The UCCS Office of Human Resources will conduct a compensation analysis for classified staff beginning March 14.

Susan Szpyrka, senior vice chancellor, Administration and Finance, announced plans for the analysis March 9. Jeanne Durr, director, Office of Human Resources, will lead the effort with the goal of completing the analysis by June 30, 2016.

The goal of the analysis will be to determine if UCCS classified staff duties and wages are comparable to those at other southern Colorado employers, Szpyrka said. Previously, UCCS relied exclusively on a State of Colorado analysis of comparable positions and wages.

“It is important that we look carefully at our own market and where we compete for the best employees,” Szpyrka said. “For the last two years, a similar analysis was conducted for university staff and faculty.  Individuals who were not within the market range received adjustments with the most recent adjustments occurring in January of 2016.  We will now look at classified employees and perform a similar assessment.”

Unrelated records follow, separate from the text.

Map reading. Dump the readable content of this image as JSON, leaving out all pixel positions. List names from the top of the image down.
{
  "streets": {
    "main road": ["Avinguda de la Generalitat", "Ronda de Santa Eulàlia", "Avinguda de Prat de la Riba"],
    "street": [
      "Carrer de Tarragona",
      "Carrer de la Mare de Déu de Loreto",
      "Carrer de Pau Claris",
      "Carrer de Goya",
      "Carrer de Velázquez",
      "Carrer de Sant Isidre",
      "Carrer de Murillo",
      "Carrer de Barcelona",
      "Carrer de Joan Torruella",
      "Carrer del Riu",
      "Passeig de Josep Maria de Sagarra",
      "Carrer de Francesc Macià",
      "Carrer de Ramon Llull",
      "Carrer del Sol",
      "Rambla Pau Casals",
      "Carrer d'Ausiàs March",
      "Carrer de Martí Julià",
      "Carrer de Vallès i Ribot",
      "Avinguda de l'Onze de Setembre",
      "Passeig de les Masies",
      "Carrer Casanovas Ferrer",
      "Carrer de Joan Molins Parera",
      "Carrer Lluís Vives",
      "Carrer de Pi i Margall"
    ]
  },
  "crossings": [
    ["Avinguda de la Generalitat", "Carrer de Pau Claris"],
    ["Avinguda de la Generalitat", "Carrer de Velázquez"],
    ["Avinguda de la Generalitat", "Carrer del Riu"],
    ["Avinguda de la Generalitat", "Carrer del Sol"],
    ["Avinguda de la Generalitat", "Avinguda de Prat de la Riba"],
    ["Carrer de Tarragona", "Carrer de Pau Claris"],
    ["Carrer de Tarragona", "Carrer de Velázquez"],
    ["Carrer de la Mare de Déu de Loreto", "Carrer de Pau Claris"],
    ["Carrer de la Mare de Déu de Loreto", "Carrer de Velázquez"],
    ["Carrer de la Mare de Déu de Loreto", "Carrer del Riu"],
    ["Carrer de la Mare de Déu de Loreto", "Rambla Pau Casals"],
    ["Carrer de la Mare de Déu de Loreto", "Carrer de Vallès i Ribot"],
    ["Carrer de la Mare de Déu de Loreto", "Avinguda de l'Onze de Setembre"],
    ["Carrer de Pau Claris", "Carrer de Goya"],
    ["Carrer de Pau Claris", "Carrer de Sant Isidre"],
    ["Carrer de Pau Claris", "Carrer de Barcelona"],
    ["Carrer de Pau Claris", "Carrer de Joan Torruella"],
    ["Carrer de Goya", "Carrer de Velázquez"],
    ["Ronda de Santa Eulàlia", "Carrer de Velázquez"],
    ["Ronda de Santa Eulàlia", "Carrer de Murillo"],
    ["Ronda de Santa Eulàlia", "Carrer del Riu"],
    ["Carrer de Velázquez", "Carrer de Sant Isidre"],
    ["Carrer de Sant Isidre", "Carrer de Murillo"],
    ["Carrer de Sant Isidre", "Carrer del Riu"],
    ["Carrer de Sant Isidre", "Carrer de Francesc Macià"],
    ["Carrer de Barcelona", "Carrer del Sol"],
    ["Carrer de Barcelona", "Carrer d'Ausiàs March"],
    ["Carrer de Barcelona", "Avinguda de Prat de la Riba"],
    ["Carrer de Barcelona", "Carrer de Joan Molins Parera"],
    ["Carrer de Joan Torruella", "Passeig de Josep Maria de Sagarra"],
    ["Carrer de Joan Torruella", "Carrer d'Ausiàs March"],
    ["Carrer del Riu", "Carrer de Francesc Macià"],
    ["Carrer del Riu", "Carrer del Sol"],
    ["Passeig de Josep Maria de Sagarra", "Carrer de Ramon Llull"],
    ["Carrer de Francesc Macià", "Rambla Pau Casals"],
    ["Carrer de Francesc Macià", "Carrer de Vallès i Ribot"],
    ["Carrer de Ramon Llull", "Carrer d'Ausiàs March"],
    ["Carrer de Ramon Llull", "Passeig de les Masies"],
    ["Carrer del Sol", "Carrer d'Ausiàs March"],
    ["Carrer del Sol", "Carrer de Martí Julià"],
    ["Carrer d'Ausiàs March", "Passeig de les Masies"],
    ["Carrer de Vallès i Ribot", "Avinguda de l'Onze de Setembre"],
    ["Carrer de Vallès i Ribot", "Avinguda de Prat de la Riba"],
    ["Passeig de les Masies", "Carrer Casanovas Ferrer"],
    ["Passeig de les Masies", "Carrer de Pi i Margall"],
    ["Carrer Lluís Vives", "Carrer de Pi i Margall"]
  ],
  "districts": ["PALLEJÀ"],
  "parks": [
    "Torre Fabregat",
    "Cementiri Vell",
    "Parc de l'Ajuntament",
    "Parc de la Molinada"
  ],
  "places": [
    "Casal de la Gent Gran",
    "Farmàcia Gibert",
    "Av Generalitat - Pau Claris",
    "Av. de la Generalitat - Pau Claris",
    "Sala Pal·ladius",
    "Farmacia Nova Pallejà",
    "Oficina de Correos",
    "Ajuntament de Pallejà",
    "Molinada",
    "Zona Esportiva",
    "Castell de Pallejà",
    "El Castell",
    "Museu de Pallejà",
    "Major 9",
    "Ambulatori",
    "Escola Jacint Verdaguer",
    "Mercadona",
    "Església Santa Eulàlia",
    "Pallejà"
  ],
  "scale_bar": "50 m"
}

9 Comments on Human Resources to study classified staff compensation

  1. Yeah, right, what a bunch of lip service. Everyone knows Sperka couldn’t give two hoots about staff on campus. My prediction : we won’t get a damn thing just like always. Take a poll sometime – morale among staff sucks but I doubt if that matters to the powers that be on the Hill.

  2. Indeed, John. Not to mention, the current workload distribution among Classified Staff employees is repugnant. I fail to understand how any compression/increases could be considered fair or equitable when the variation in duties and responsibilities for identical titles/ jobs is unbelievable.

  3. Why is this happening only on the Colorado Springs campus? I work at CU Denver and live in Boulder, where the cost of living continues to go up exponentially. The small salary increases that we may or may not get each year are not enough to constitute a living wage when we are underpaid from the start. When I came to the university, I took a huge pay cut as a Classified staff person. Five years later, I am still making less money than I used to make before joining CU. The Classified system is an outdated method of keeping people in their places, by limiting their mobility and their opportunities for financial improvement. The whole system needs to be examined!

  4. We need this to be done in Boulder. The cost of living has gone up so much that those of us who are state classified employees can hardly live close enough to make commuting to the Boulder campus justifiable. The prices on houses and rents around here have increased so drastically in the last couple of years, while our wages really haven’t, that I may never be able to realize my dream of buying a house. As a 5th generation Colorado native, that is very depressing to me.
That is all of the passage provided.